Interesting Day- Freakin Carpenters

This is a mangement problem. If someone screws up another trade’s work on one of my wife’s houses they get a back charge and it will stick. There might even be a little penalty money in there. It costs a production builder somewhere between $300 and $500 a day for a house to sit. The same accountant who came up with that number writes the checks.
Pretty soon people start being more careful.

BRILLENT Paul!

But then, this is NACHI! :mrgreen:

Not to make to big a point.

We don’t have this problem in the Chicago area.

One word.

EMT :cool:

Nuff Said!

Will

EMT is good but at what cost??

Remember a nail or screw into a cable will show up some day and normally the home will not burn down

Just a little scary

rlb

But what I bet you have ALOT is “Objectionable Currents” and improperly bonded service conduits and so on. I would LOVE to get up to Illinois and snap some images of some services.

As I started doing my G & B seminars…I found out HOW bad it is getting on the many systems. it is actually starting to frighten me with what i am seeing in regards to conduit systems in the past few days.

Gosh…I read the title of this thread and thought it would involve conversation on 70’s singing groups with eating disorders. (sigh) Oh, well. Bon apetite…

Point taken, and touche’, Paul.

When you come up here, for your education class, come up a day early. I will show you all the issues areound here.

Again, we have to remember that NACHI is nationwide. Many different AHJs, with many different reasons for different standards.

This is not a ‘one size fits all’ situation.

Double Dog Dare Ya, guy. :mrgreen:

Will,

I would simply LOVE it…bad news is I think TOM has me running off somewhere else the very next day and plans all my flights so chances are I would not make it up a day early.

Their is always a good side and a bad side to different electrical systems, I find that while the advantage of EMT and so on helps to protect the wire, it happens to increase the potential for other issues in the complexity of understanding grounding and bonding which I believe is the MOST important part of the NEC as I have started doing these G & B seminars and learning more and more…I simply CAN’T settle my mind now as my knowledge is expanding so much…and 2002 NEC made it better, 2005 makes it even more better and from what i hear 2008 will clear UP many of the myths in how the concepts are applied.

What I need to do is possibly get up your way for a chapter meeting which i will plan the flights and so on and we can take a little tour of your area with my cam in tow…I am finding SO many violations with Conduit in the past week it is simply amazing.

Nice post Marcel, Some Carpenters care about their work, Me being one of them.

and CHUCK as a Electrician in the field working I THANK YOU for the pride in your work. Sad to say with cheap labor and so on it is not always the case as I witnessed day before yesterday.

I am SO thankful the owner wanted to MOVE the recess lights or otherwise it would have been a total mess on the final because we simply would have been hard pressed to find this problem…and possibly before it was too late and this is a 2 million dollar home.

Will, how does EMT keep the rocker from roto-zipping the conductors in the box?
BTW EMT will not stop a determined person with a carbide tipped tool, nor will it stop a TEK screw. I have found TEK screws in raceways in steel framed buildings.

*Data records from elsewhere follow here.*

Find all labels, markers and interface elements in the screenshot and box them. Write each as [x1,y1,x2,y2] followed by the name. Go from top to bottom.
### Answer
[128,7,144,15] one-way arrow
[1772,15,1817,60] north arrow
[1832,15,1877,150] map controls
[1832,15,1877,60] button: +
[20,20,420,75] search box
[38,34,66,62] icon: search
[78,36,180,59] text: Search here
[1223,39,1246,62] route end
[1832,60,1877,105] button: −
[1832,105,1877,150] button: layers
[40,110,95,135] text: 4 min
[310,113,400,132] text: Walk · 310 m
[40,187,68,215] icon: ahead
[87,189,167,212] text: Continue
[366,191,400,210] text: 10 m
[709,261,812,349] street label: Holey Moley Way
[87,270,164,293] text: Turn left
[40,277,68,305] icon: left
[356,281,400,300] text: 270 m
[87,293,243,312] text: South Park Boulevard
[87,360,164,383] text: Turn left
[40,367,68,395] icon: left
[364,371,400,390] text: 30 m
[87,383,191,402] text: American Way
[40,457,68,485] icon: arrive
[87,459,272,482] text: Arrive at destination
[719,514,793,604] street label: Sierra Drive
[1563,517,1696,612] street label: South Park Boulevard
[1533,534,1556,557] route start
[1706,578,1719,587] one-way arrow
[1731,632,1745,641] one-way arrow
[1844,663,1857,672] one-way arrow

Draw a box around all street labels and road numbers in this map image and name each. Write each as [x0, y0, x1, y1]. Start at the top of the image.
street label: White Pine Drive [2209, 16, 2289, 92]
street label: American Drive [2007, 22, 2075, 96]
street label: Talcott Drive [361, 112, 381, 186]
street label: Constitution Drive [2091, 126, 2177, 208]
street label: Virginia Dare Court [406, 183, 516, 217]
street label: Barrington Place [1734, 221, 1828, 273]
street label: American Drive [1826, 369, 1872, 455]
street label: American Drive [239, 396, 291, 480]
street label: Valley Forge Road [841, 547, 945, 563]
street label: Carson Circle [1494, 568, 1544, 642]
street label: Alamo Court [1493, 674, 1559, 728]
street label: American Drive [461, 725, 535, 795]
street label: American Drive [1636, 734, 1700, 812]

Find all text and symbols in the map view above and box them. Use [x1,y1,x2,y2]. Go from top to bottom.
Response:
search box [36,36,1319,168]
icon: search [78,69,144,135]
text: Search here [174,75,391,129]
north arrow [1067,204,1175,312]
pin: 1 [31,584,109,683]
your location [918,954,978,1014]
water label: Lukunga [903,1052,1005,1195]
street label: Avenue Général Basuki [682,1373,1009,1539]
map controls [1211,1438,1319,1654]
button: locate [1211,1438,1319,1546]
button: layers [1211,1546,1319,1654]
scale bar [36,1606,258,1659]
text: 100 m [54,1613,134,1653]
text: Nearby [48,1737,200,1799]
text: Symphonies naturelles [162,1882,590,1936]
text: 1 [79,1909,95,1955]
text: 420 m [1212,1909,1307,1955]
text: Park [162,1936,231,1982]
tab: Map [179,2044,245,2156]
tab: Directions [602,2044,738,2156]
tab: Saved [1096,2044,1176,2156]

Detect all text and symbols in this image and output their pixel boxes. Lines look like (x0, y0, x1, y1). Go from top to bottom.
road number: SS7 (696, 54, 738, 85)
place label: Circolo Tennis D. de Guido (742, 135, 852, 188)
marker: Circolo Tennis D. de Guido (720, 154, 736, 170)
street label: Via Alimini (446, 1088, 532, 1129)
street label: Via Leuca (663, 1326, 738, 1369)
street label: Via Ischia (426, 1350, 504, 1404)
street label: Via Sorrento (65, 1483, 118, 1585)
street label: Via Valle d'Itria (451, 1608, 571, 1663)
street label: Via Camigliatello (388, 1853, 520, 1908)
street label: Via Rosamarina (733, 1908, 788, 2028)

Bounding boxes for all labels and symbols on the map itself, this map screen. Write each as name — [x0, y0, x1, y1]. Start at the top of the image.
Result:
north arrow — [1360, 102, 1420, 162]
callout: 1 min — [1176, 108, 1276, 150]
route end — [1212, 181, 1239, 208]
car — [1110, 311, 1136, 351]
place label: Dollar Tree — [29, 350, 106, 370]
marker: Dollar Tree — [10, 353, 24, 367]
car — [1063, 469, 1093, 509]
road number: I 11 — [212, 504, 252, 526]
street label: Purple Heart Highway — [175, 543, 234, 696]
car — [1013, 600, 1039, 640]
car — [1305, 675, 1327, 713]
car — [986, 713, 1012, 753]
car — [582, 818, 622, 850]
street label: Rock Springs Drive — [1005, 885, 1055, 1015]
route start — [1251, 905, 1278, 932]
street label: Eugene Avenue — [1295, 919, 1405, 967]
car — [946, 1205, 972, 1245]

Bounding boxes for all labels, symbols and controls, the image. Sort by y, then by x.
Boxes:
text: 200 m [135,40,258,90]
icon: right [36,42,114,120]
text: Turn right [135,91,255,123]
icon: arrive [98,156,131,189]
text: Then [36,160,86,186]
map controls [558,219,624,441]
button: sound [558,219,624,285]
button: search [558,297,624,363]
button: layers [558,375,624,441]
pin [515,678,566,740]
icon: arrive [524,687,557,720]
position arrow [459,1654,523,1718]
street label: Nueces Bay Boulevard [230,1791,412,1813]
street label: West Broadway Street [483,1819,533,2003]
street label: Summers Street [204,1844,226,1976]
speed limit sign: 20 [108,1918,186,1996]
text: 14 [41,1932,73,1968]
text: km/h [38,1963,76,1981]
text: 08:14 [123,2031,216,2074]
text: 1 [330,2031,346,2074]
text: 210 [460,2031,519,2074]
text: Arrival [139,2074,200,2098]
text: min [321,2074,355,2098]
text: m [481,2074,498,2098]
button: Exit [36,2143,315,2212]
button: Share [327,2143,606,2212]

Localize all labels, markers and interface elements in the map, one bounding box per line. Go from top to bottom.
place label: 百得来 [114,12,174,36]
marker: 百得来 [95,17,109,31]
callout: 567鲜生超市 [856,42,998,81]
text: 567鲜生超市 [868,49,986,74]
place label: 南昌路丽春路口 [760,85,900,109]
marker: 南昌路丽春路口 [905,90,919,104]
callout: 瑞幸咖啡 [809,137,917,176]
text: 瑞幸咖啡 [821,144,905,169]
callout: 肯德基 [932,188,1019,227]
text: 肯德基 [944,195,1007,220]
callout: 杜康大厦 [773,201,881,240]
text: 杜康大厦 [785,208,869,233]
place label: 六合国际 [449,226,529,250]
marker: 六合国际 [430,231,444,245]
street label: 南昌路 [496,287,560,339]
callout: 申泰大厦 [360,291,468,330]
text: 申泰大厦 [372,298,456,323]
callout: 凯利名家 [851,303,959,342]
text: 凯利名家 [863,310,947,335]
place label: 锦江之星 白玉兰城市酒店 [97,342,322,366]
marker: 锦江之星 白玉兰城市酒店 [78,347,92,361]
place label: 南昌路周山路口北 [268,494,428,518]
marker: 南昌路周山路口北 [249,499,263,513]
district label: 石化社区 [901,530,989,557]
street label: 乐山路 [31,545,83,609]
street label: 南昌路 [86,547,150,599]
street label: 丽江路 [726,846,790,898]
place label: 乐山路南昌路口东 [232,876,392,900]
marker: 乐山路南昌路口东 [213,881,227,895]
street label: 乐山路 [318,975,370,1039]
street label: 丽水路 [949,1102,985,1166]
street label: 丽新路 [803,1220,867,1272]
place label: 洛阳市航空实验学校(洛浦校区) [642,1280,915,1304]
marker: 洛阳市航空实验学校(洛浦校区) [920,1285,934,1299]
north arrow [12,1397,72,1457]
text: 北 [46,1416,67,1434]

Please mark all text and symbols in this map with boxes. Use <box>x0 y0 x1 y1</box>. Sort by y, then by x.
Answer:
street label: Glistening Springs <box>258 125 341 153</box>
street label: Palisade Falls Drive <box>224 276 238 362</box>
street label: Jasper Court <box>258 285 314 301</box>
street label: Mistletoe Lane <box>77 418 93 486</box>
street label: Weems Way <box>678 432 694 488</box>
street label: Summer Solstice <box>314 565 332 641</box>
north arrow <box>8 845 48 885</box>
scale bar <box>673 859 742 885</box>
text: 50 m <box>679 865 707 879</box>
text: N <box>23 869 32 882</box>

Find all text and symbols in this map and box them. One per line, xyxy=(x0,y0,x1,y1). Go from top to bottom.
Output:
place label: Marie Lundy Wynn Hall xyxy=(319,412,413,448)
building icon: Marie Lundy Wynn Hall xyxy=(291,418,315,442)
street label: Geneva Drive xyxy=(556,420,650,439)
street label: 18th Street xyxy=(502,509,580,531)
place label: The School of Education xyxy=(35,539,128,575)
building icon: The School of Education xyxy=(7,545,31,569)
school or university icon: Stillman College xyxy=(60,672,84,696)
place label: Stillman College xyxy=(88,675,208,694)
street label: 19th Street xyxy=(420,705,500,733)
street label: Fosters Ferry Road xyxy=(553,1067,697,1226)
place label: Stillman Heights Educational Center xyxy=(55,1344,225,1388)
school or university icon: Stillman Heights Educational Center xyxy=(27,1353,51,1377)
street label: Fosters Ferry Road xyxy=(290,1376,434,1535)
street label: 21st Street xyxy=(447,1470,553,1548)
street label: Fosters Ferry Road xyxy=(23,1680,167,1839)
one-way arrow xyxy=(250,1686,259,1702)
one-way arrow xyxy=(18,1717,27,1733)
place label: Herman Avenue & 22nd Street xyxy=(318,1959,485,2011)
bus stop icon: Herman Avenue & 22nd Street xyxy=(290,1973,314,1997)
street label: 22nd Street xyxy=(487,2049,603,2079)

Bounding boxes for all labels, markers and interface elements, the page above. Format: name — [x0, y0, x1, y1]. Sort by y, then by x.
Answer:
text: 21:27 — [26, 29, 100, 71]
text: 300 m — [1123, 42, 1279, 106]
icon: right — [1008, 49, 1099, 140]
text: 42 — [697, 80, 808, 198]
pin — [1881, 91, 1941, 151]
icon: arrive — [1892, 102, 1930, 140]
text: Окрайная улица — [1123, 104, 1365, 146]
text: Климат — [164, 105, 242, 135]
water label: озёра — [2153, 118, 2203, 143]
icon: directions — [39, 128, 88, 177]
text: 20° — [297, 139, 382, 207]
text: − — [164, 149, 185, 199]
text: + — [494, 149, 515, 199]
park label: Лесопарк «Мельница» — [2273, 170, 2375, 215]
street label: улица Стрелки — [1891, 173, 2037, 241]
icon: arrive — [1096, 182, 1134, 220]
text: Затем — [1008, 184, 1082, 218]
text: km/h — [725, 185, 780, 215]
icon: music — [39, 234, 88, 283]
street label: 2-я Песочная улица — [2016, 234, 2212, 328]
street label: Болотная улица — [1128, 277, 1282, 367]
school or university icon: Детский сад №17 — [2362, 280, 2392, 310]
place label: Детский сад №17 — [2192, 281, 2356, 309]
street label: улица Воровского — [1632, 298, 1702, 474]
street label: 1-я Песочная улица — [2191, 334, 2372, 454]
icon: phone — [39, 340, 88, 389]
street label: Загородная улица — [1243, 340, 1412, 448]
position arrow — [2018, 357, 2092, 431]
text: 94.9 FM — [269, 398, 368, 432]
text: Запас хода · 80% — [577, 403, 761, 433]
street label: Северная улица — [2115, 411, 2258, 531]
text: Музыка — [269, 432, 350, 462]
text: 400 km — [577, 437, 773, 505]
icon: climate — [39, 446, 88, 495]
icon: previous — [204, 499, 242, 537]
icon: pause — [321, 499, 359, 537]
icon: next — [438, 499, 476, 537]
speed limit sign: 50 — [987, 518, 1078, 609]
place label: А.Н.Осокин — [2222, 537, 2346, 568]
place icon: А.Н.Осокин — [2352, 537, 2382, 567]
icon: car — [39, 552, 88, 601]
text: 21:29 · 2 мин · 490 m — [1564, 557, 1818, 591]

No conductors in the box. :slight_smile:

Or to have fun with the sheetrocker, blank them all off.

tom

Yeah,… saves them from measuring to locate the cut out. lol

Come to think about it I did see a situation one time in a municple inspection I was doing where a TapCon screw was driven into the main service riser and well lucky enough it had not contacted anything…YET anyway.

This post was eating at me all day Paul. I value your knowledge and expertise. I work with an Electrician on a regular basis and he has many jobs where the subs just tear up his work.
I did an addition years ago where the electrican ripped into me about my crew screwing through a wire. Before any diagnosis of the problem, he wanted to rip half the finished walls out. Me being the diplomatic carpenter that I am, I told him to check his work 1st. We found that he had a loose wire. So sometimes it isn’t always the carpenter.

lol…but you have to understand my statement originally…My work was done well before they added these blocks and you also need to know how ANAL I about or electrical projects.

It is one of those things where…you just have to PRAY this is the only incident and it was DEVINE FATE that the client wanted to move the recess and it was found…and crossing the fingers never hurts.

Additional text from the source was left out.